Table 6 Comparison between different types of HVDC-CBs.

Conclusions

DC circuit breakers have a significant role in protecting HVDC transmission systems. Various types of DC CBs have been manufactured and investigated in the literature. In this paper, a MICS-HVDC-CB was proposed. The MICS-HVDC-CB does not add any new elements to the conventional topology of mechanical DC CBs, allowing it to remain still affordable. The MICS-HVDC-CB relies on modifying the existing elements of the breaker by changing the commutation branch from a single branch to multiple branches inserted sequentially based on a control algorithm.
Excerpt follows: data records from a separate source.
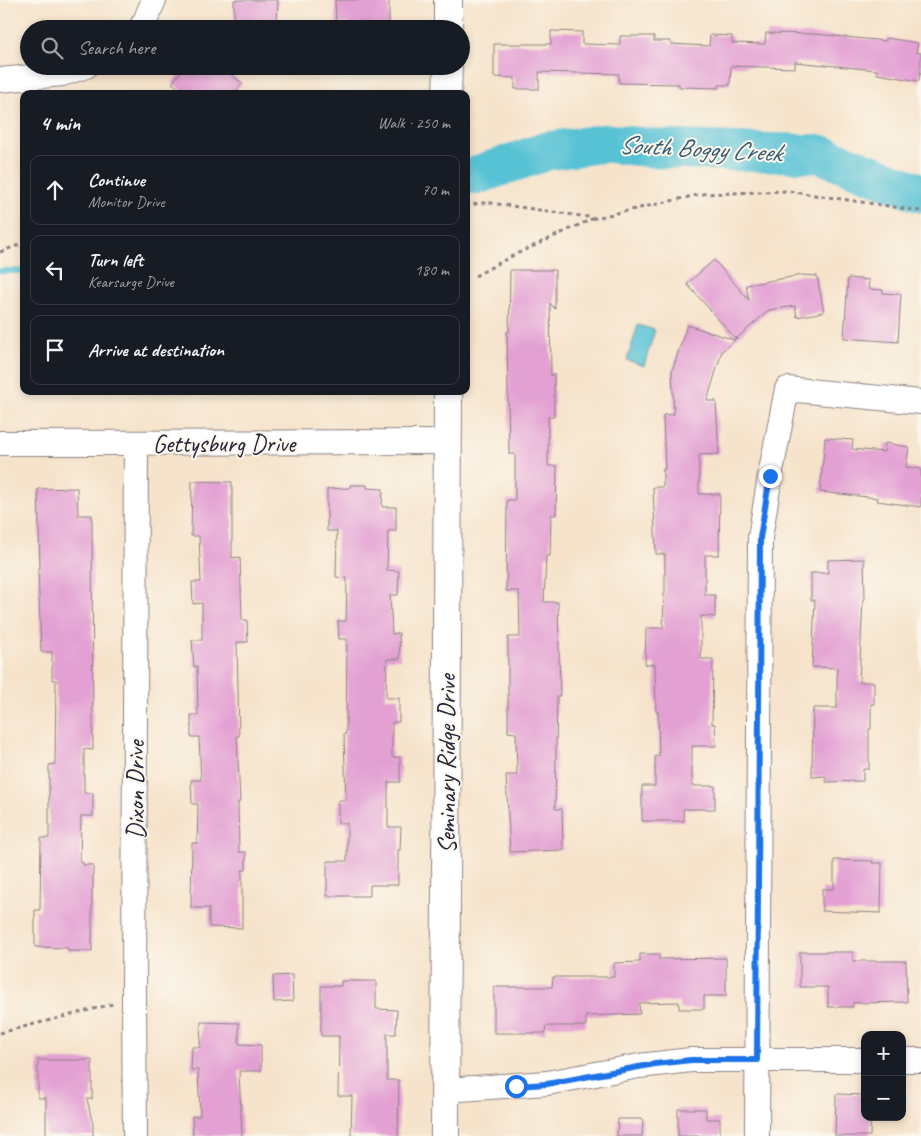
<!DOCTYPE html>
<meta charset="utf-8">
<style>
:root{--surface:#171b24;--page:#242831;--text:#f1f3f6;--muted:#9ea1a6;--line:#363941}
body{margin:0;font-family:Caveat,sans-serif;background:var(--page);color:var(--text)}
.controls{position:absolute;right:15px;bottom:15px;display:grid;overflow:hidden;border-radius:10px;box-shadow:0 2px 8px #0003}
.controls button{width:45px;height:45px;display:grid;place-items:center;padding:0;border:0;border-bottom:1px solid var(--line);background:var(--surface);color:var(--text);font:25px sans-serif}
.stop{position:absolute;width:15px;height:15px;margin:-11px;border:4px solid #1a73e8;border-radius:50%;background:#fff}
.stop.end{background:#1a73e8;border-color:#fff;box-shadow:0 1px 5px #0008}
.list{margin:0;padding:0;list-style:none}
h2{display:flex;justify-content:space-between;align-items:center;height:65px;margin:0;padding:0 20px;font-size:21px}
h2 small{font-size:16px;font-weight:400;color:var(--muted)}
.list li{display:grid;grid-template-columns:32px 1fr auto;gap:15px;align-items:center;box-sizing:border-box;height:70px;margin:0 10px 10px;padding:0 10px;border:1px solid var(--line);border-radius:10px}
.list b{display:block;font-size:19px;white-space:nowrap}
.list p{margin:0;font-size:16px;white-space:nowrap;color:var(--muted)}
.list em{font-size:16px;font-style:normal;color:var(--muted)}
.icon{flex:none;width:28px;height:28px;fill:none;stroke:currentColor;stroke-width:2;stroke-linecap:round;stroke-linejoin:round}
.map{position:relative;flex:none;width:921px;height:1136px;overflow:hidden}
.search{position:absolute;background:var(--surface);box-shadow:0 2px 8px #0003;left:20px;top:20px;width:450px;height:55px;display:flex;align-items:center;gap:12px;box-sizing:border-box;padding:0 18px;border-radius:28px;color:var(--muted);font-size:19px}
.panel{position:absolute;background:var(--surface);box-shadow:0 2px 8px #0003;left:20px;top:90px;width:450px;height:305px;border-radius:10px}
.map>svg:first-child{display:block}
.water{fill:#59c2d5;stroke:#3e7288}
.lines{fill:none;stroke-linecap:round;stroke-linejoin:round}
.stream{stroke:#59c2d5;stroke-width:6}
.river{stroke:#59c2d5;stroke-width:39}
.building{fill:#e3a0d3}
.street-casing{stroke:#8c8283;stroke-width:26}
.secondary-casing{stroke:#8c8283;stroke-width:30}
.path{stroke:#8c8283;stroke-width:3;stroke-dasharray:4 4;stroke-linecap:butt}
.street{stroke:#fff;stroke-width:24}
.secondary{stroke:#fff;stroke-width:28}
.route{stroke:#1a73e8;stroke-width:6}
.labels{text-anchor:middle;stroke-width:4;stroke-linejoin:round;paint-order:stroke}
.street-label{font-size:25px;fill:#22223b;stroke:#fbf7ec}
.water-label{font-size:26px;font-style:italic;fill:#355a71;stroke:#fbf7ec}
</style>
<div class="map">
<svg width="921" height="1136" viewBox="0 0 921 1136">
<rect width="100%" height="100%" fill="#fbf7ec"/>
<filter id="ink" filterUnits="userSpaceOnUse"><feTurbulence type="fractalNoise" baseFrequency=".02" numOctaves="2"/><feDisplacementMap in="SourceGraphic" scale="10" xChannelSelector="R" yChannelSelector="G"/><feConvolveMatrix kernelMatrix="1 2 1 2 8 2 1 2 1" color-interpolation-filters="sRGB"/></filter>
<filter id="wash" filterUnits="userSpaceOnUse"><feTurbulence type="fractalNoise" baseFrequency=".0096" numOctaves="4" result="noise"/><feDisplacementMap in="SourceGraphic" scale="20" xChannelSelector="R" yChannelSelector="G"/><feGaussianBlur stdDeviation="1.12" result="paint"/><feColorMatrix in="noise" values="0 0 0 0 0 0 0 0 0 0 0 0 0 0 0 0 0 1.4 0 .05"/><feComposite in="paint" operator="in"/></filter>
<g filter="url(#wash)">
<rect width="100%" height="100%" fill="#f6e3cb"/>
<!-- water -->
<path class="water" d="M638,325L655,330L644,366L627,360Z"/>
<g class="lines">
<!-- stream -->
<path class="stream" d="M0,271H24"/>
<!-- river -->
<path class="river" d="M477,175L547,151L606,143L662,149L820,154L921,193"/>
</g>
<g id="blocks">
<!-- building -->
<path class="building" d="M234,0H278L277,22L234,20Z
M335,0H389V29H348V23H336Z
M551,31L582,32V44L620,45V36H654V41H670V44L709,46L710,35L732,36V43L765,44L766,33L815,34L886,41V38L918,43L916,52L921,53V70L919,81L877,74V70L795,62V68L731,66L730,85H719V88L679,87V84L619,83V74L539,72V89H515V78L494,77V44H551Z
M185,66H220L242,83L234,94H186L172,83Z
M714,260L749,300L746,285L802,275L817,276L824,312L797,317L795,306L769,310L736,339L687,284Z
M510,270H555V309L550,303L551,376L554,373V417H548V466H557L556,515H551L550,556H546L544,602H558L560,696H557L555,809H562L563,850L510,852L506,775H517L516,733L508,732V637H520L519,591H506L507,500H515V454H509L507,332H509Z
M848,278L869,280L868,289L883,290V293L901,294L898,342L844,338Z
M687,325L735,340L722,351L707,401H716L719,454L699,455V494H720L719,555H705V595H715V617L701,616V659H713L712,724H715L716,746H692V786H715V809H683L684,821H642V786H655V756H659L658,712H656L655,664L645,665L646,628H663L664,594H665V554H656L653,487H663V469H665L663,415L674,414L672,371Z
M825,438L853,440L852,449L884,452L885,443L909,447L906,467L921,469V507L877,501L878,498L820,492Z
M192,481L232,482V558L240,557L242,620H247L248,642H237L239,736H237L240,802H238L239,852H246V870H242V928L209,927V908H191L192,843H197L198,804H192L191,780H201L199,737H191V715H198L197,666L194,667L192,640H202V603L193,604L192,582H201L199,536H191Z
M350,485H367V488L383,489L382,507H396V531H388L387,570L399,571L398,595H390L392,634L399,633L400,659H387L386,698H399V722H392V757H400V782H388V827H401L400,850H398V885H370V896H327V861H347V823H338V800H346L344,734H346L347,639H339L338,621H346L347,578L336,577L337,531H327V489L350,488Z
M77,488L78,515H92L93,750L84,749V793H93V816H81L80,862L83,863V865H93V889H92V951H68V948L35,947V910H40L41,838H49V765L55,764L56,680H52V652H41L38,568H40L38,489Z
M864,559L865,599H863L859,682H874V704H871V729H869V769H863V781L826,782V776L812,777L813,708H837V668L812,667L815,600H811V573H828V560Z
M834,860L873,861L872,863H882L881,913L822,911V889H834Z
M800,952H853V961H906L907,1002L853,1003V1007H828V987H800Z
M640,954H659V959L726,958V996H704V1009H679V1002L639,1003L640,1014L586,1016V1026H546L545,1033H494V987H552L553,977H614V963L640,962Z
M292,975L293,1001L274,1002L273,976Z
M341,981H376V1009L397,1010L396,1034H387V1080H399L398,1136H351L352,1096H338L339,1036H321V986H341Z
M201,1022L239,1023V1044L261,1045V1071H239L242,1136H193L192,1116H200L198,1070H191L192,1047H200Z
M38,1060H92V1099H87L93,1125V1136H46V1098H38Z
M836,1094L865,1095V1117H871L870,1136H835Z
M678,1109H706V1119H720V1136H678Z
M618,1119H643L642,1136H617Z"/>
</g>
</g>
<g filter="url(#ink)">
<use href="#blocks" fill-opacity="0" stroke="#8c8283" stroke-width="1"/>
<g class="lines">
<!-- street casing -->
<g class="street-casing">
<path id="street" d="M140,29L145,21L154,0
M0,80L62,74L86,66
M0,443L448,442
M902,1060H921
M445,1090L547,1083L639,1066L691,1060H865
M135,1136L134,999L136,443
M757,1136L760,538L770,476L787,389L921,402"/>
</g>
<!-- secondary casing -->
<g class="secondary-casing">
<path id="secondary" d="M448,29V0
M447,94L448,66
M445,1136L448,391"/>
</g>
<!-- path -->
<path class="path" d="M466,207L478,203H491L595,218L702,194L788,191L921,211
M0,252L24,243
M475,276L512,256L594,218
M0,1033L113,1004"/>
<!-- street -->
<use href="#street" class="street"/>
<!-- secondary -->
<use href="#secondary" class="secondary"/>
</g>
</g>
<g class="lines" filter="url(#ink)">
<!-- route -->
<path class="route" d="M516,1086L547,1084L655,1064L691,1060H757L760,538L770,476"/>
</g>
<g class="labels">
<!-- street labels -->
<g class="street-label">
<text x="224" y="452">Gettysburg Drive</text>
<text transform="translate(446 764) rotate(-90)" y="9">Seminary Ridge Drive</text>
<text transform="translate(135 790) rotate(-90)" y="9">Dixon Drive</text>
</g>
<!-- water labels -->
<g class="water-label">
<text transform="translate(700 148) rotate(3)" y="9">South Boggy Creek</text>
</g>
</g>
</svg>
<div class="controls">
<button>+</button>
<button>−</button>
</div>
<div class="stop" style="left:516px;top:1086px"></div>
<div class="stop end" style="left:770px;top:476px"></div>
<div class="search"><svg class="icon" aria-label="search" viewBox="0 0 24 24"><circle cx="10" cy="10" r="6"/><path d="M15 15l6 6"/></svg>Search here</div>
<section class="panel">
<h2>4 min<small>Walk · 250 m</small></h2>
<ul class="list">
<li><svg class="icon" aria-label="ahead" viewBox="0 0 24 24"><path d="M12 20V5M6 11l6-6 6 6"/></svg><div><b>Continue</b><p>Monitor Drive</p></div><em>70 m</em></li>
<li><svg class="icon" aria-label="left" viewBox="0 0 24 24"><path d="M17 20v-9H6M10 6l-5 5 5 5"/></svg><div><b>Turn left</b><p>Kearsarge Drive</p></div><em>180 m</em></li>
<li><svg class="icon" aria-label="arrive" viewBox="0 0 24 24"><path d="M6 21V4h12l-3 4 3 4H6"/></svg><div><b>Arrive at destination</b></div></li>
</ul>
</section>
</div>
The capacitors within the L–C branches were chosen to be power ceramic capacitors capable of being pre-charged to high voltage values. The modification of the proposed topology allows the sequential injections of high capacitive currents following the receiving of the tripping signal. That reflects a significant reduction in arcing time and a much faster response of the breaker. The MICS-HVDC-CB was tested upon a real part of 3000 MVA, 500 kV HVDC transmission between Egypt and the Kingdom of Saudi Arabia by using ATP simulation software. The results showed that MICS-HVDC-CB could reduce the arcing time to 38.5% and 20% compared to passive and active mechanical DC CBs. The impact of the parameters was also tested, including the cooling power, the arcing time constant, and the fault resistance. Finally, the performance of MICS-HVDC-CB was compared to other types of DCCBs, which is advantageous in its capability of reducing the arcing time while keeping economic topology.